In the 1960s, scientists began to have a better understanding of fire and the essential role it played in the health of western forests. As early as the 1970s, the US Forest Service began to shift focus from total fire prevention to a “let-burn” policy, allowing some fires in wilderness areas to burn untouched. British Columbia adopted a similar official policy in 2010 of “monitoring and managing” wilderness area fires where appropriate.  But the line remains blurred between when fire is beneficial and when fire is destructive.

 

This graphic shows a map of the area of wildfires inside and outside WUI areas, along with a graph detailing the percentage of burned areas in WUI by state. Credit: Schoennagel et al.
This graphic shows a map of the area of wildfires inside and outside WUI areas, along with a graph detailing the percentage of burned areas in WUI by state. Credit: Schoennagel et al.

 

Western cities are scrambling to keep pace with population increases. Settlements are expanding rapidly into forested areas or Wildland Urban Interfaces (WUIs), the transition zone between unoccupied land and human development. Human development in western US cities now covers more than 165,000 square miles (427,348 square kilometers) and the wildfire risk to drinking systems isn’t going unnoticed.

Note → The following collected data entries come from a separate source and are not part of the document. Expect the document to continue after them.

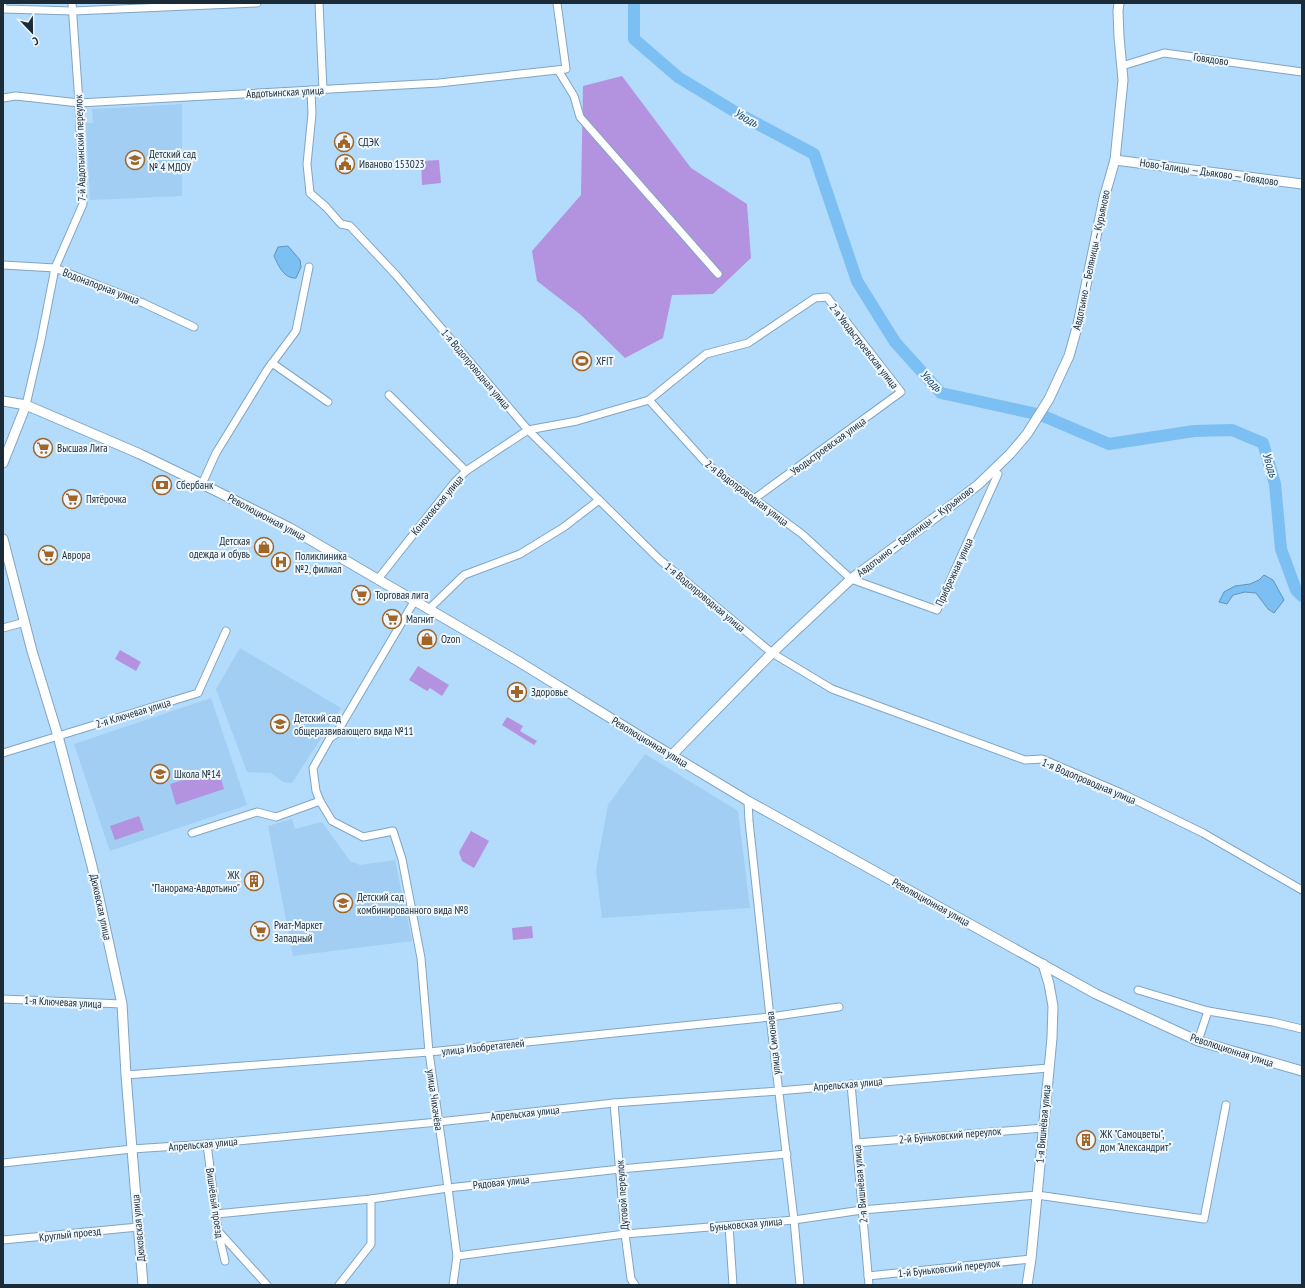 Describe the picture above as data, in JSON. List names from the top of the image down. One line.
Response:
{"streets":{"main road":["Ново-Талицы — Дьяково — Говядово","Авдотьино — Беляницы — Курьяново","Революционная улица","Дюковская улица","1-я Вишнёвая улица"],"street":["Говядово","Авдотьинская улица","7-й Авдотьинский переулок","Водонапорная улица","2-я Уводьстроевская улица","1-я Водопроводная улица","Уводьстроевская улица","2-я Водопроводная улица","Коноховская улица","Прибрежная улица","2-я Ключевая улица","1-я Ключевая улица","улица Симонова","улица Изобретателей","Апрельская улица","улица Чихачёва","2-й Буньковский переулок","Рядовая улица","2-я Вишнёвая улица","Дуговой переулок","Вишнёвый проезд","Буньковская улица","Круглый проезд","1-й Буньковский переулок"]},"crossings":[["Говядово","Авдотьино — Беляницы — Курьяново"],["Авдотьинская улица","7-й Авдотьинский переулок"],["Авдотьинская улица","1-я Водопроводная улица"],["7-й Авдотьинский переулок","Водонапорная улица"],["7-й Авдотьинский переулок","Революционная улица"],["Ново-Талицы — Дьяково — Говядово","Авдотьино — Беляницы — Курьяново"],["Авдотьино — Беляницы — Курьяново","1-я Водопроводная улица"],["Авдотьино — Беляницы — Курьяново","2-я Водопроводная улица"],["Авдотьино — Беляницы — Курьяново","Революционная улица"],["Авдотьино — Беляницы — Курьяново","Прибрежная улица"],["2-я Уводьстроевская улица","1-я Водопроводная улица"],["2-я Уводьстроевская улица","Уводьстроевская улица"],["2-я Уводьстроевская улица","2-я Водопроводная улица"],["2-я Уводьстроевская улица","Коноховская улица"],["1-я Водопроводная улица","Коноховская улица"],["Уводьстроевская улица","2-я Водопроводная улица"],["2-я Водопроводная улица","Прибрежная улица"],["Коноховская улица","Революционная улица"],["Революционная улица","улица Симонова"],["Революционная улица","1-я Вишнёвая улица"],["2-я Ключевая улица","Дюковская улица"],["Дюковская улица","1-я Ключевая улица"],["Дюковская улица","улица Изобретателей"],["Дюковская улица","Апрельская улица"],["Дюковская улица","Круглый проезд"],["улица Симонова","улица Изобретателей"],["улица Симонова","Апрельская улица"],["улица Симонова","Рядовая улица"],["улица Симонова","Буньковская улица"],["улица Изобретателей","улица Чихачёва"],["Апрельская улица","улица Чихачёва"],["Апрельская улица","1-я Вишнёвая улица"],["Апрельская улица","2-я Вишнёвая улица"],["Апрельская улица","Дуговой переулок"],["Апрельская улица","Вишнёвый проезд"],["улица Чихачёва","Рядовая улица"],["улица Чихачёва","Буньковская улица"],["1-я Вишнёвая улица","2-й Буньковский переулок"],["1-я Вишнёвая улица","Буньковская улица"],["1-я Вишнёвая улица","1-й Буньковский переулок"],["2-й Буньковский переулок","2-я Вишнёвая улица"],["Рядовая улица","Дуговой переулок"],["Рядовая улица","Вишнёвый проезд"],["2-я Вишнёвая улица","Буньковская улица"],["2-я Вишнёвая улица","1-й Буньковский переулок"],["Дуговой переулок","Буньковская улица"]],"water":["Уводь"],"places":{"public building":["СДЭК","Иваново 153023"],"school or university":["Детский сад № 4 МДОУ","Детский сад общеразвивающего вида №11","Школа №14","Детский сад комбинированного вида №8"],"sports":["XFIT"],"supermarket":["Высшая Лига","Пятёрочка","Аврора","Торговая лига","Магнит","Риат-Маркет Западный"],"bank":["Сбербанк"],"shop":["Детская одежда и обувь","Ozon"],"hospital":["Поликлиника №2, филиал"],"pharmacy":["Здоровье"],"building":["ЖК \"Панорама-Авдотьино\"","ЖК \"Самоцветы\", дом \"Александрит\""]},"north":"bottom"} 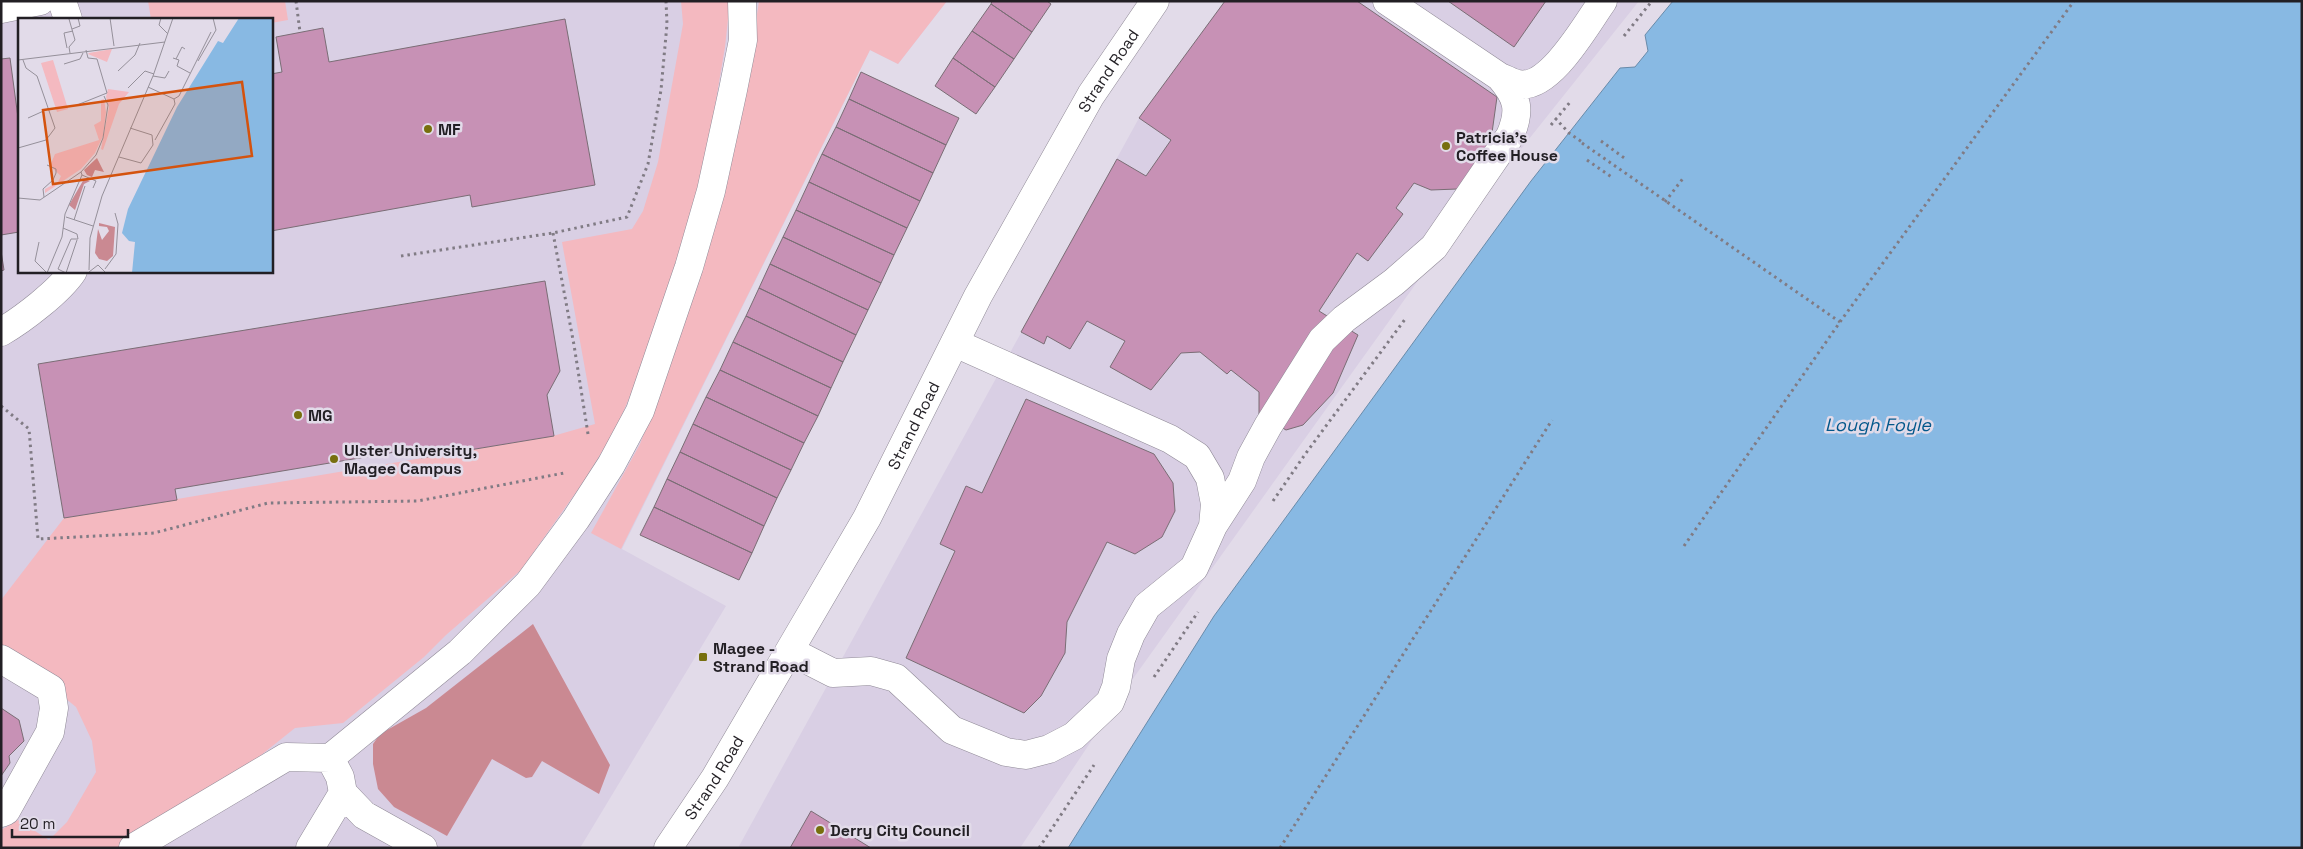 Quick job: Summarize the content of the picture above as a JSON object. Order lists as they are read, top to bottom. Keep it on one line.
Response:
{"streets":{"main road":["Strand Road"]},"water":["Lough Foyle"],"places":{"other":["MF","Patricia's Coffee House","MG","Ulster University, Magee Campus","Derry City Council"],"transit":["Magee - Strand Road"]},"scale_bar":"20 m"} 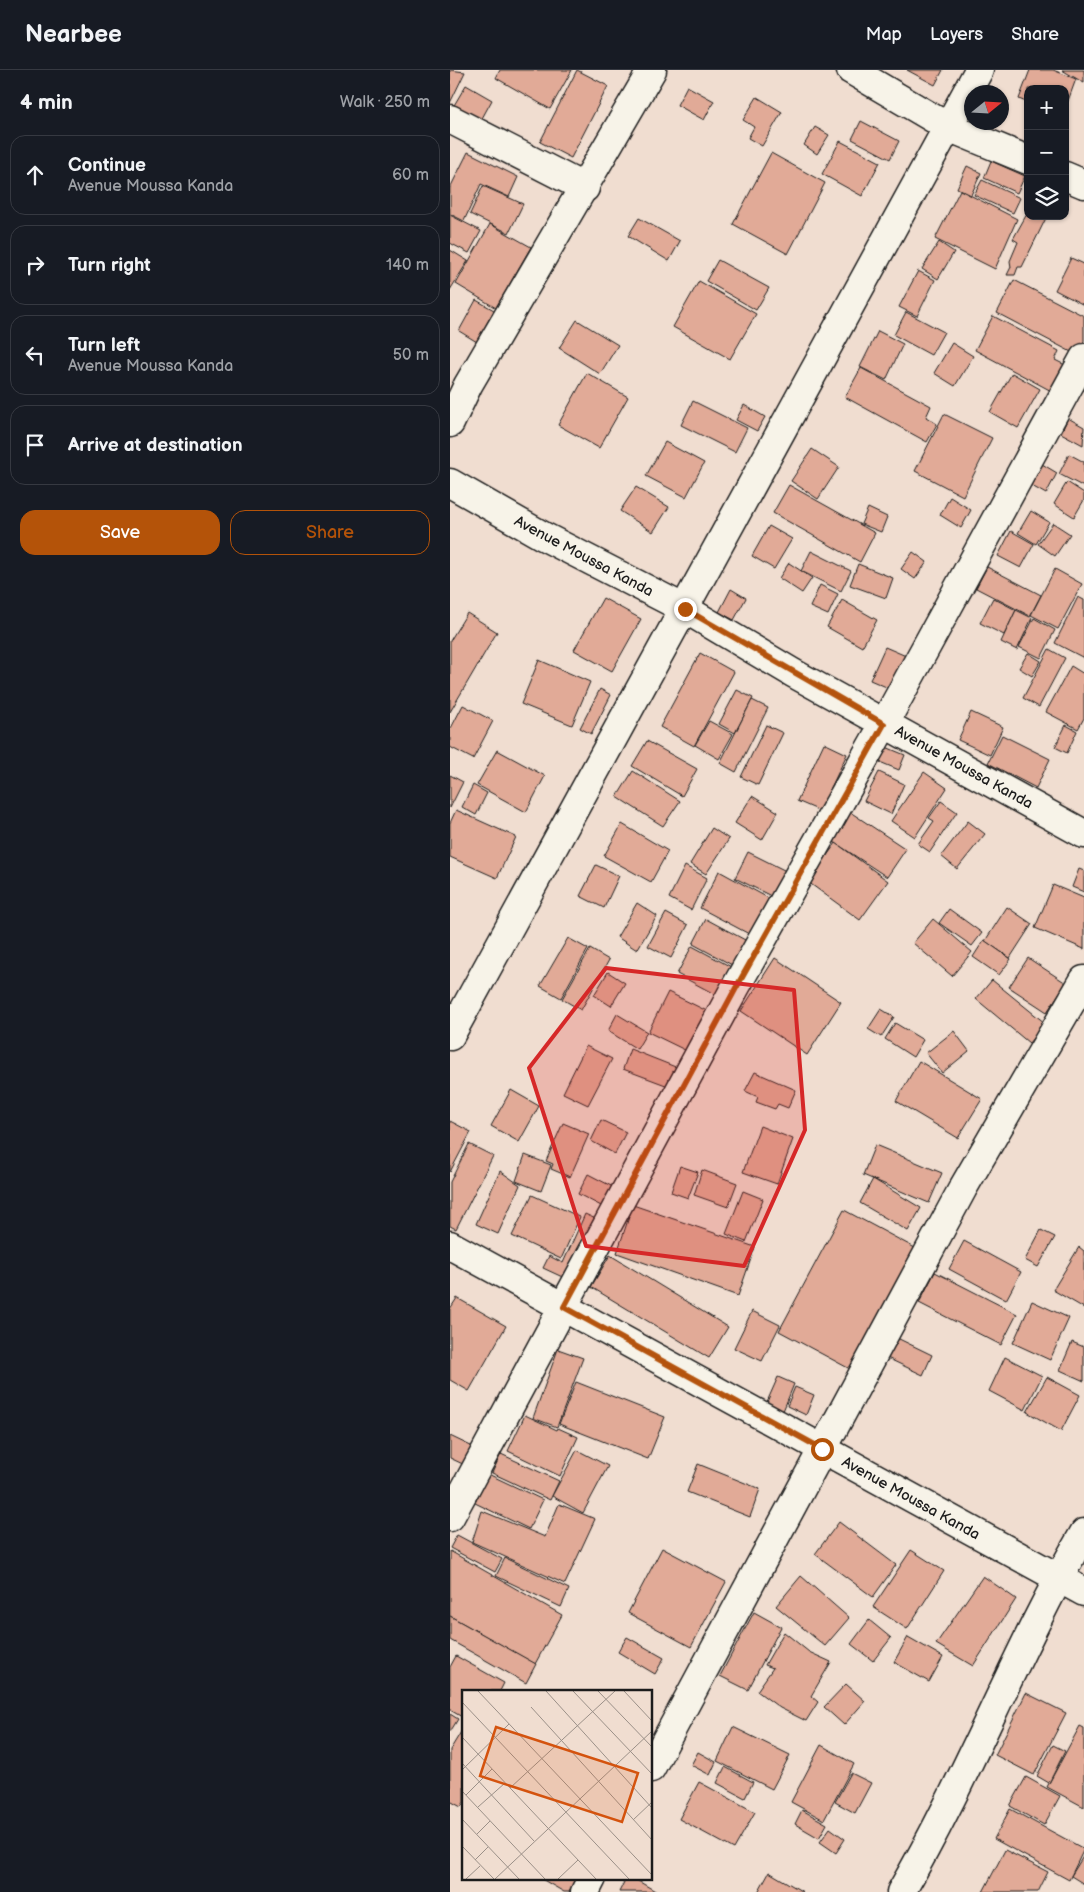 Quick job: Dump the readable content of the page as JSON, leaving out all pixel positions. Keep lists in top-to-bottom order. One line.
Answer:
{"streets":{"street":["Avenue Moussa Kanda"]},"north":"right","page":{"header":"Nearbee","nav":["Map","Layers","Share"],"heading":["4 min","Walk · 250 m"],"map_buttons":["+","−"],"list":[["Continue","Avenue Moussa Kanda","60 m"],["Turn right","140 m"],["Turn left","Avenue Moussa Kanda","50 m"],"Arrive at destination"],"buttons":["Save","Share"]}}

A 2014 workshop by the Water Research Foundation and Canadian Water Network looked at wildfire impacts on water supplies and potential mitigation. Impacts on streams, public water supplies, and overall water quality can extend far downstream from fires and damage may persist for many years. Important climate and geographic factors including topography, soils and the timing and amount of precipitation events after fires are key factors which can cause changes in water quality. Furthermore, variability in these factors makes their effects difficult to predict impacts.

After trees and grasses burn, there is less organic material left to absorb moisture when it rains, and some plants release a waxy substance when burned which can create a water-repellent coating on burn areas that increases erosion and sediment transport. Intense storms flush silt and other debris from the fires into rivers, reservoirs, and ultimately into municipal water-treatment facilities, slowing the treatment process. Water treatment plants may not be designed to handle the increases in turbidity, dissolved organic carbon, nutrients, or heavy metals after wildfires. If wildfires occur within the immediate boundaries of water supplies, it may reduce or halt treatment capacity.

 

A graphic showing forests in need of treatment to reduce catastrophic fire risk, assessing the ‘departure’ of today’s forests from historical conditions and defining the needs for ecological restoration. Credit:  Erica Simek Sloniker, The Nature Conservancy
A graphic showing forests in need of treatment to reduce catastrophic fire risk, assessing the ‘departure’ of today’s forests from historical conditions and defining the needs for ecological restoration. Credit:  Erica Simek Sloniker, The Nature Conservancy

 

It’s difficult to predict future fire events and their impacts on the northwestern transboundary basin. The basin shares vulnerabilities with other western communities. Ryan Haugo, a Washington-Idaho forest ecologist, cites “poor management of western forests over the past century that has broken the natural link with fire, leaving forests vulnerable to uncharacteristically large and destructive fire and insect and disease outbreaks.”

Large fires will inevitably place water infrastructure at risk, such as the 2002 Hayman fire in Denver, Colorado, which cost Denver nearly $238 million in damages and restoration costs, or the 2009 fire in Lillooet, British Columbia, which caused the town to seek alternative sources for its drinking water supply. The US Environmental Protection Agency and Water Research Foundation recommend that water managers conduct wildfire hazard assessments in their watersheds to identify risks and take appropriate steps to reducing the effects of wildfire. Various pre- and post-forest management approaches, such as prescribed burns or creating residential defense zones, reduce the risk of wildfire and can minimize the potential effects on drinking water quality and quantity. 

Michael Mezzacapo

Michael Mezzacapo is the 2017-2018 Michigan Sea Grant Fellow at the IJC’s Great Lakes Regional Office in Windsor, Ontario.